Takes exact same arguments as FluoFit with the addition of addopt.

Parameters:

addopt (Dict = None) – Additional options for curve_fit.

fitfunc_ls(t, tau1, tau2, a1, a2, shift, fwhm=None)[source]

Double exponential model function passed to curve_fit, to be fitted to data.

fitfunc_ml(t, tau1, tau2, a1, shift, bg, fwhm=None)[source]

Double exponential model function passed to curve_fit, to be fitted to data.

class tcspcfit.ThreeExp(irf, measured, t, channelwidth, tau=None, amp=None, shift=None, bg=None, irfbg=None, boundaries=None, addopt=None, ploton=False, fwhm=None, normalize_amps=True, method='ls')[source]

Bases: FluoFit

Triple exponential fit.

Takes exact same arguments as FluoFit with the addition of addopt.

Parameters:

addopt (Dict = None) – Additional options for curve_fit.

fitfunc_ls(t, tau1, tau2, tau3, a1, a2, a3, shift, fwhm=None)[source]

Triple exponential model function passed to curve_fit, to be fitted to data

fitfunc_ml(t, tau1, tau2, tau3, a1, a2, shift, bg, fwhm=None)[source]

Triple exponential model function passed to curve_fit, to be fitted to data

class tcspcfit.FittingParameters(parent: controllers.LifetimeController)[source]

This class encapsulates lifetime fitting parameters.

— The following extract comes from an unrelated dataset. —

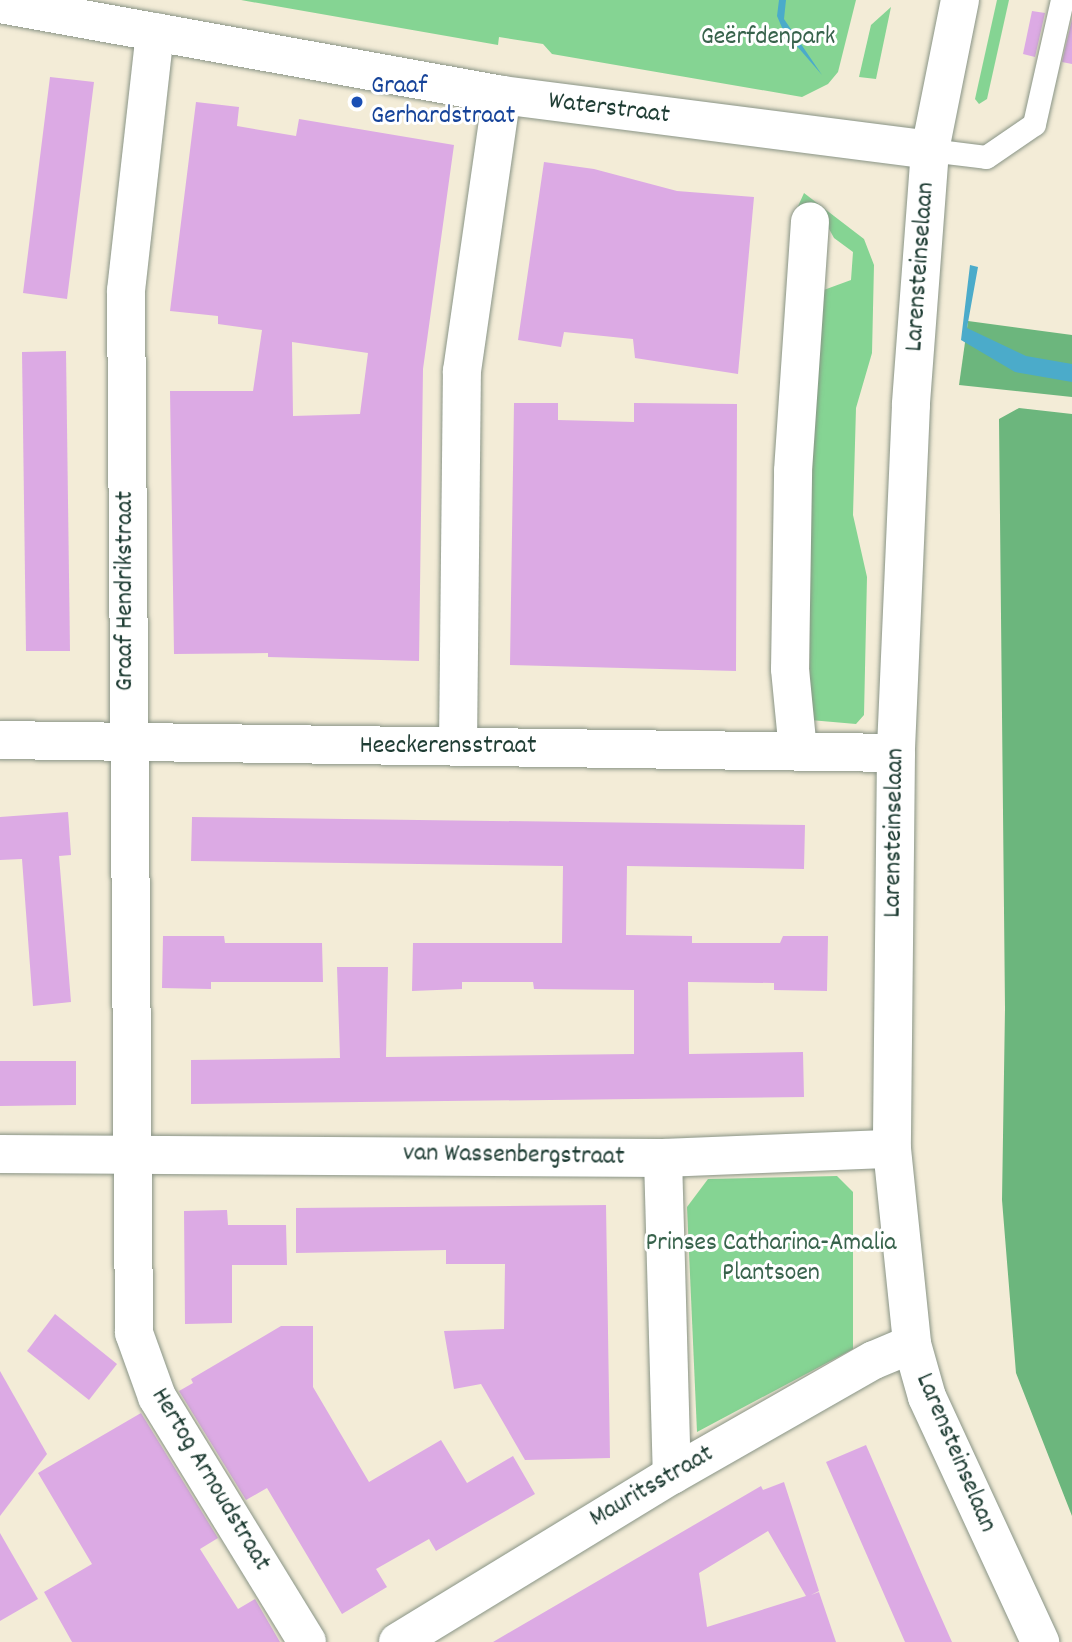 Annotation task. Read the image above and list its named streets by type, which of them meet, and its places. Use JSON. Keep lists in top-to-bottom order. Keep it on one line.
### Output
{"streets":{"street":["Waterstraat","Larensteinselaan","Graaf Hendrikstraat","Heeckerensstraat","van Wassenbergstraat","Hertog Arnoudstraat","Mauritsstraat"]},"crossings":[["Waterstraat","Larensteinselaan"],["Waterstraat","Graaf Hendrikstraat"],["Larensteinselaan","Heeckerensstraat"],["Larensteinselaan","van Wassenbergstraat"],["Larensteinselaan","Mauritsstraat"],["Graaf Hendrikstraat","Heeckerensstraat"],["Graaf Hendrikstraat","van Wassenbergstraat"],["Graaf Hendrikstraat","Hertog Arnoudstraat"],["van Wassenbergstraat","Hertog Arnoudstraat"]],"parks":["Geërfdenpark","Prinses Catharina-Amalia Plantsoen"],"places":["Graaf Gerhardstraat"]} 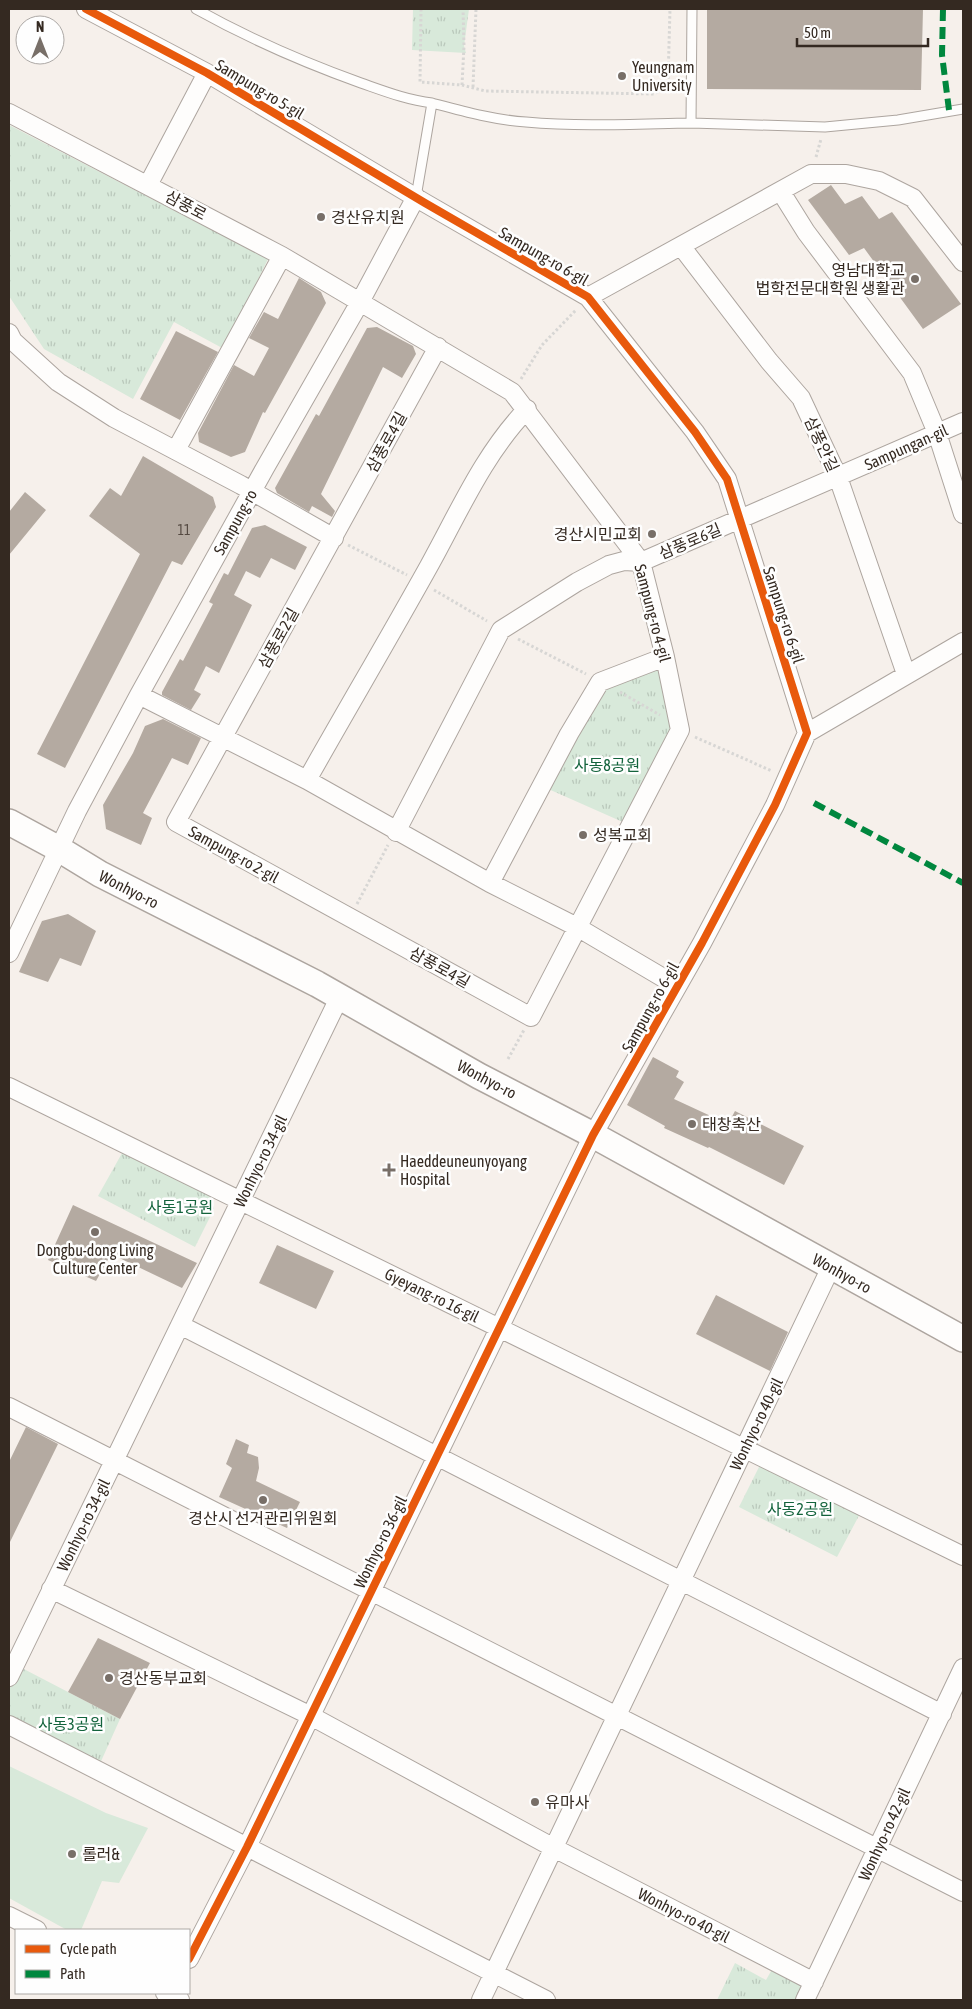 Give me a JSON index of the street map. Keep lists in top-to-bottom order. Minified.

An instance of the class is created by LifetimeController to get the fitting parameters from the FittingDialog and a copy of this instance is passed to the fitting thread.

Parameters:

parent (controllers.LifetimeController) – the parent object

parent[source]
fpd[source]
irf = 'None'[source]
tau = 'None'[source]
amp = 'None'[source]
shift = 'None'[source]
decaybg = 'None'[source]
irfbg = 'None'[source]
start = 'None'[source]
autostart = "'Manual'"[source]
end = 'None'[source]
autoend = 'False'[source]
numexp = 'None'[source]
addopt = 'None'[source]
fwhm = 'None'[source]
normalize_amps = 'True'[source]
maximum_likelihood = 'False'[source]
getfromdialog()[source]
get_from_gui(guiobj)[source]

Get cleaned-up values from gui

This function checks the validity of gui values in the fitting dialog and returns them to getfromdialog.

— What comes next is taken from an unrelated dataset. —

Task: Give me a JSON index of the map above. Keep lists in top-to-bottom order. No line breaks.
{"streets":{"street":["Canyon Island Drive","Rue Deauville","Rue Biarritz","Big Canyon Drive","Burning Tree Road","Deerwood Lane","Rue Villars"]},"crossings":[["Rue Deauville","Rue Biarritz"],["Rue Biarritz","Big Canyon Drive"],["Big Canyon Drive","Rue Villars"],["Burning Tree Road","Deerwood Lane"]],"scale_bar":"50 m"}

class tcspcfit.FittingDialog(mainwindow, lifetime_controller)[source]

Bases: PyQt5.QtWidgets.QDialog, UI_Fitting_Dialog

Class for dialog that is used to choose lifetime fit parameters.

Parameters:
mainwindow[source]
lifetime_controller[source]
settings[source]
tau_edits[source]
tau_min_edits[source]
tau_max_edits[source]
amp_edits[source]
amp_min_edits[source]
amp_max_edits[source]
bg_edits[source]
time_edits[source]
irf_shift_edits[source]
_reg_exp_validator[source]
load_settings()[source]

Load configuration from settings.json file.

enable_sim_vals(enable)[source]

Called to enable the IRF simulation parameter input widgets.

disable_amps(disable)[source]

Called to enable the secondary amplitudes when not normalized.

updateplot(*args)[source]

Update the plot using the current input values.

getparams()[source]

Return fit parameters from FittingParameters object.

make_model()[source]

Return multi-exponential model based on fitting parameters.